Friday, October 29, 2010

Day 699 of Double-barrel Unemployment: A Humane End

Friday October 29, 2010

Well gang, what can I say? The Double-barrel Unemployment stories will continue for a bit, but it will quickly become difficult for me to remember the bitterness and desperation, as I have found a job. Looks like a good one, too.

Seven HUNDRED days after my departure from Vortex of Doom Communications, I will start being indispensable for a new employer. I am nearly speechless with joy, with relief, with hope.

Don't worry -- I still have snark to spare, and I don't plan on slowing down here or on the photo blog. Plus, no matter how good the gig turns out to be, work is work, and I'm sure I'll have plenty to prattle on about - like it or not.

See you on the other side, suckas!

Tuesday, October 26, 2010

The Lost Revelation

So, what happened was...

The year was 1986. Having been left behind by friends and girlfriends who had gone off to Real College, I was living with the 'rents, attending Montgomery Community College and working at Erol's Video Club in Rockville, MD. I was working open-to-close (we called it "AFD") at the tiny Store #6 on a Saturday in March. On the 30-minute parole I called break time, I scampered over to Yekta Deli for my lunch of Funyons and Cherry Coke. This routine was relatively new, thanks to the closure of the Chesapeake Bay Seafood House, where I used to annoy the host/hostess by coming in only for to-go hush puppies.

It was when I reached into the fridge and pulled out my 16oz glass(!) bottle of (NEW!) Cherry Coke that it happened.

This post is going to be painfully short, thanks to the fleeting nature of what happened to me that afternoon. It's small and simple, yet unfathomably massive and complex. I had a spontaneous, overwhelmingly powerful revelation. Yeah - that kind of revelation.

There's a scene in one of Douglas Adams' "Hitchhiker's Guide" books, in which an unremarkable young woman in an unremarkable café comes up with the simple, brilliant, perfect answer to the "ultimate question of life, the universe and everything," a notion that transcends religion and human existence as a whole -- only to be vaporized with the earth moments later to make way for a hyperspace bypass. That's how profound my revelation was. It was THE answer. It was as simple as "love each other," but way bigger, more complete. It was deep and clear and powerful and it shook me to my core.
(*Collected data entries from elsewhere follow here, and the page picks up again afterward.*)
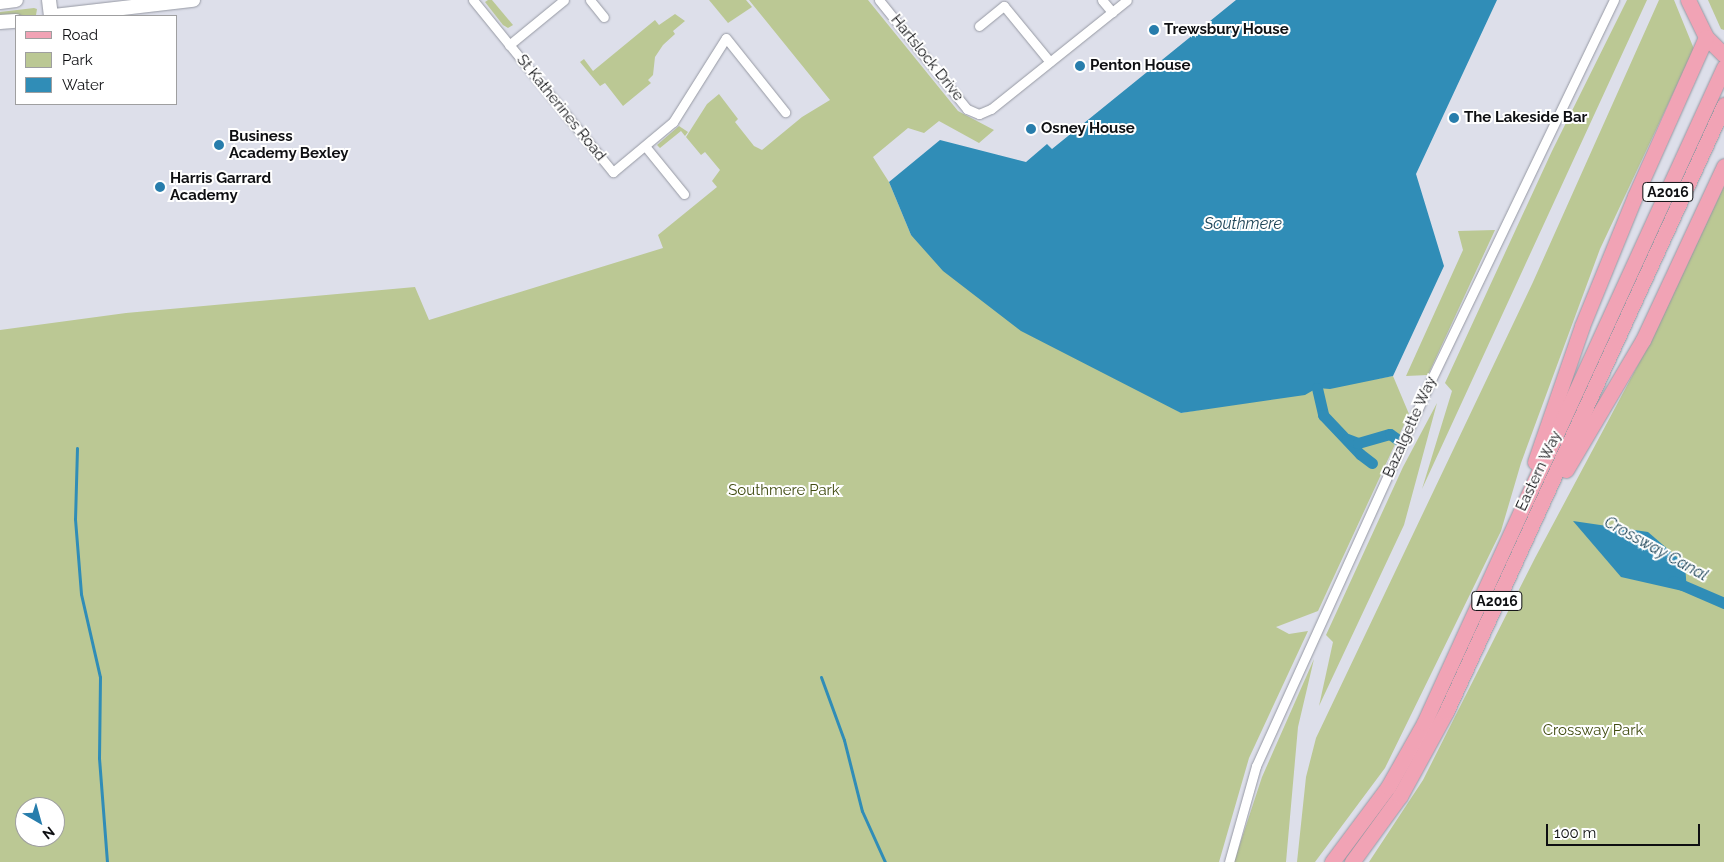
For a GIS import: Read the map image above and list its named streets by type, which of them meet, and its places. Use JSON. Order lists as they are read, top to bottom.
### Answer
{
  "streets": {
    "main road": ["A2016", "Eastern Way"],
    "street": ["Hartslock Drive", "St Katherines Road", "Bazalgette Way"]
  },
  "water": ["Southmere", "Crossway Canal"],
  "parks": ["Southmere Park", "Crossway Park"],
  "places": [
    "Trewsbury House",
    "Penton House",
    "The Lakeside Bar",
    "Osney House",
    "Business Academy Bexley",
    "Harris Garrard Academy"
  ],
  "legend": ["Road", "Park", "Water"],
  "scale_bar": "100 m",
  "north": "bottom right"
}
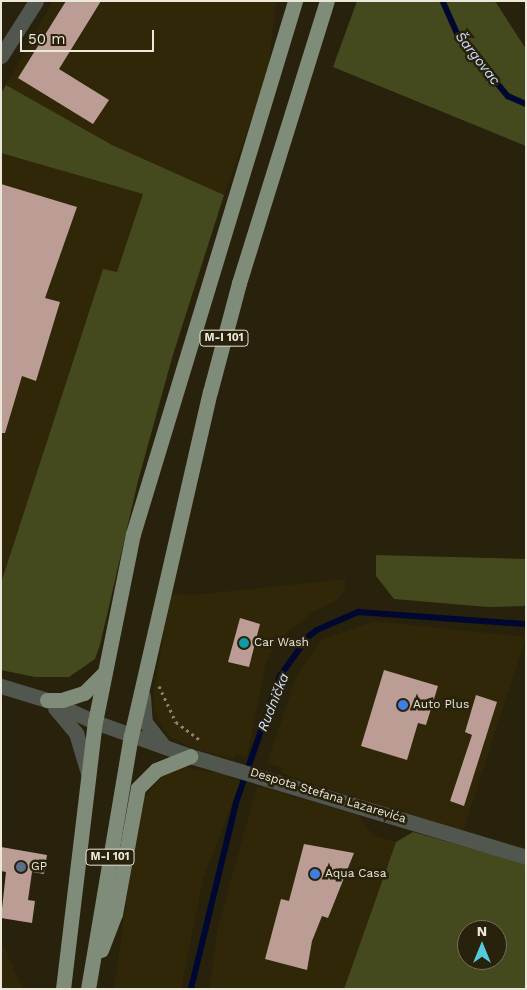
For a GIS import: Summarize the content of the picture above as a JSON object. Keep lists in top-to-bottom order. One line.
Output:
{"streets":{"main road":["M-I 101"],"street":["Despota Stefana Lazarevića"]},"crossings":[["M-I 101","Despota Stefana Lazarevića"]],"water":["Šargovac","Rudnička"],"places":["Car Wash","Auto Plus","GP","Aqua Casa"],"scale_bar":"50 m","north":"top"}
I literally staggered to the cashier. I remember with photographic clarity the register's display of $2.65, and the black turtleneck the owner/manager was wearing. What I don't remember - at all - is the revelation itself.

I KNOW! How cruel is that? As suddenly as it had manifested itself, it vanished. The only thing sadder than the desperate deflation I felt at that moment is the fact that I am not making any of this up - including the fact that I actually went back into the deli a minute later and retraced my steps, up to and including going back to the soda refrigerator and chips rack and purchasing another Cherry Coke and Funyons. I was disconsolate for the rest of that weekend, and I couldn't articulate to anyone exactly why.

I had had it. It was simple and right and true and universe-changing, and it was in my head. And it was gone. Forever.

I have no doubt whatsoever that, had I been able to get to a piece of paper - or even a friendly ear - before that notion had left me, I would have been instrumental in the salvation of not only all humankind, but the planet itself. Such is the depth of my frustration and regret.

I had it. For just a second.

And I lost it.

It's still out there somewhere. I know that the odds against me finding it a second time are just silly, but someone else - maybe someone with a better short-term memory - can find it. I hope they do so. Like, soon.

Monday, October 18, 2010

Day 277 of Double-barrel Unemployment: Whaddaya Know - The Light At The End Of The Tunnel Really IS A Train!

SEPTEMBER 3rd, 2009
(A Thursday)

Okay, so I promised myself I wouldn't do this again. Ever, ever, ever - as I recall. In March of 1994, when for the last time I stepped out of the Suncoast Motion Picture Company store where I had paced the floor as a miserable slumming assistant manager, when I for the last time hiked up my pant legs and patted myself down to prove to my boss that I wasn't stealing (we had to do this at the end of every shift - I kid you not), when I handed my keys to said boss and smiled "See you in hell, asshole!"* -- I promised myself - aloud - that I would never work another day of retail for the rest of my life, so help me FSM. I promised.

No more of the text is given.